Overview of this book

This book will provide you with unique, idiomatic, and fun recipes for both fundamental and advanced data manipulation tasks with pandas 0.20. Some recipes focus on achieving a deeper understanding of basic principles, or comparing and contrasting two similar operations. Other recipes will dive deep into a particular dataset, uncovering new and unexpected insights along the way. The pandas library is massive, and it's common for frequent users to be unaware of many of its more impressive features. The official pandas documentation, while thorough, does not contain many useful examples of how to piece together multiple commands like one would do during an actual analysis. This book guides you, as if you were looking over the shoulder of an expert, through practical situations that you are highly likely to encounter. Many advanced recipes combine several different features across the pandas 0.20 library to generate results.
Table of Contents (12 chapters)

Selecting a single column of data as a Series

A Series is a single column of data from a DataFrame. It is a single dimension of data, composed of just an index and the data.

Getting ready

This recipe examines two different syntaxes to select a Series, one with the indexing operator and the other using dot notation.

How to do it...

  1. Pass a column name as a string to the indexing operator to select a Series of data:
>>> movie = pd.read_csv('data/movie.csv')
>>> movie['director_name']
  1. Alternatively, you may use the dot notation to accomplish the same task:
>>> movie.director_name
  1. Inspect the Series anatomy:
  2. Verify that the output is a Series:
>>> type(movie['director_name'])
pandas.core.series.Series

How it works...

Python has several built-in objects for containing data, such as lists, tuples, and dictionaries. All three of these objects use the indexing operator to select their data. DataFrames are more powerful and complex containers of data, but they too use the indexing operator as the primary means to select data. Passing a single string to the DataFrame indexing operator returns a Series.

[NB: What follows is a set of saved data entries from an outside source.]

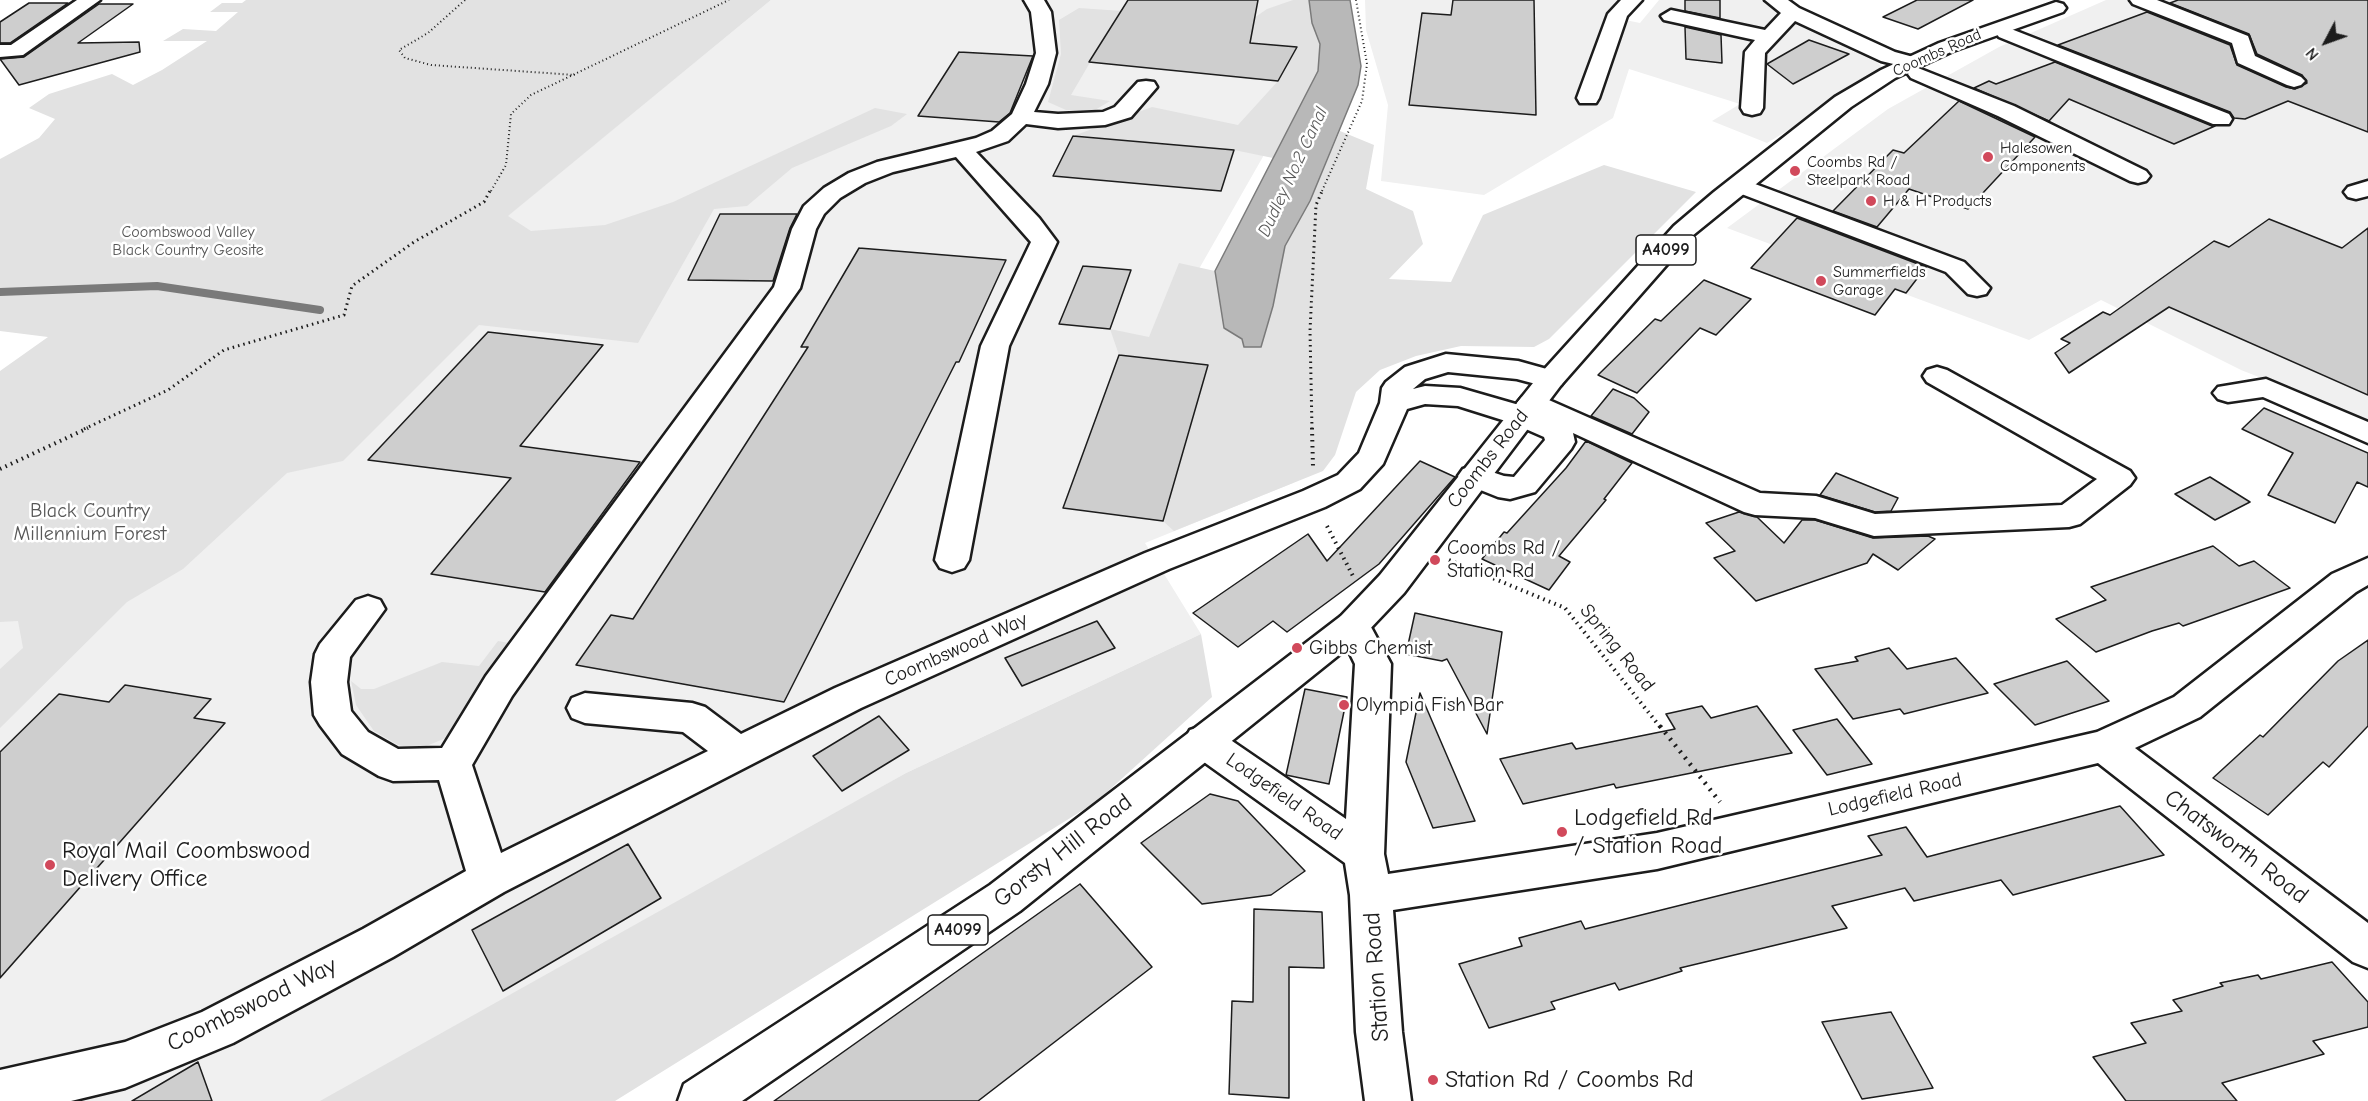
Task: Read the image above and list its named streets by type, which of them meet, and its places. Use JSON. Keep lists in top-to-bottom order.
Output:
{
  "streets": {
    "street": [
      "Coombs Road",
      "A4099",
      "Coombswood Way",
      "Lodgefield Road",
      "Chatsworth Road",
      "Gorsty Hill Road",
      "Station Road"
    ],
    "path": ["Spring Road"]
  },
  "crossings": [
    ["Coombs Road", "Spring Road"],
    ["Coombs Road", "Coombswood Way"],
    ["Coombs Road", "Gorsty Hill Road"],
    ["Spring Road", "Lodgefield Road"],
    ["Lodgefield Road", "Chatsworth Road"],
    ["Lodgefield Road", "Gorsty Hill Road"],
    ["Lodgefield Road", "Station Road"]
  ],
  "water": ["Dudley No.2 Canal"],
  "parks": ["Coombswood Valley Black Country Geosite", "Black Country Millennium Forest"],
  "places": [
    "Halesowen Components",
    "Coombs Rd / Steelpark Road",
    "H & H Products",
    "Summerfields Garage",
    "Coombs Rd / Station Rd",
    "Gibbs Chemist",
    "Olympia Fish Bar",
    "Lodgefield Rd / Station Road",
    "Royal Mail Coombswood Delivery Office",
    "Station Rd / Coombs Rd"
  ],
  "north": "bottom left"
}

The visual output of the Series is less stylized than the DataFrame. It represents a single column of data. Along with the index and values, the output displays the name, length, and data type of the Series.

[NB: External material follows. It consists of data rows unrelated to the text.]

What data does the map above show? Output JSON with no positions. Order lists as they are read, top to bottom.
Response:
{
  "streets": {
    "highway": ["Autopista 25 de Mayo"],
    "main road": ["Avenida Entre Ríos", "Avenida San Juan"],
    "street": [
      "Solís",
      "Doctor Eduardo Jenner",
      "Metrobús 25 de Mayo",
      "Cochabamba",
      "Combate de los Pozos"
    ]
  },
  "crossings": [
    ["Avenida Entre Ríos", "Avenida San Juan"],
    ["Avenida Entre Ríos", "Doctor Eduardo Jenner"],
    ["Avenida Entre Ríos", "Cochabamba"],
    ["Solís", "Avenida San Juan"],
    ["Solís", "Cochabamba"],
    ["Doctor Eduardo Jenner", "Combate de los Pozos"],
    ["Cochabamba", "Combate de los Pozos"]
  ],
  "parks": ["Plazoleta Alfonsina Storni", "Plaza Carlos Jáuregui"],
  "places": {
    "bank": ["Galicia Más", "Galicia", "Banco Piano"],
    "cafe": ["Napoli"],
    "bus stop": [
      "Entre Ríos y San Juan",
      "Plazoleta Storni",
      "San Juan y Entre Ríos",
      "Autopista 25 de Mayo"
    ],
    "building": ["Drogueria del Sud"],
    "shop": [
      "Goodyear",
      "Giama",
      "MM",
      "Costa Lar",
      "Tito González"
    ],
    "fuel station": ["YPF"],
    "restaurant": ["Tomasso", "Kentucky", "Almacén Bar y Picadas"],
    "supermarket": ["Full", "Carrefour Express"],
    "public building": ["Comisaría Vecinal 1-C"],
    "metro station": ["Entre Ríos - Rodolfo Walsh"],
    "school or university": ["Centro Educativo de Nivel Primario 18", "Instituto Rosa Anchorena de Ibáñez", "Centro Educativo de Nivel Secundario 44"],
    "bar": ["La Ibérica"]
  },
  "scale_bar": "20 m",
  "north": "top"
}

Alternatively, while not recommended and subject to error, a column of data may be accessed using the dot notation with the column name as an attribute. Although it works with this particular example, it is not best practice and is prone to error and misuse. Column names with spaces or special characters cannot be accessed in this manner. This operation would have failed if the column name was director name. Column names that collide with DataFrame methods, such as count, also fail to be selected correctly using the dot notation. Assigning new values or deleting columns with the dot notation might give unexpected results. Because of this, using the dot notation to access columns should be avoided with production code.

There's more...

Why would anyone ever use the dot notation syntax if it causes trouble? Programmers are lazy, and there are fewer characters to type. But mainly, it is extremely handy when you want to have the autocomplete intelligence available. For this reason, column selection by dot notation will sometimes be used in this book. The autocomplete intelligence is fantastic for helping you become aware of all the possible attributes and methods available to an object.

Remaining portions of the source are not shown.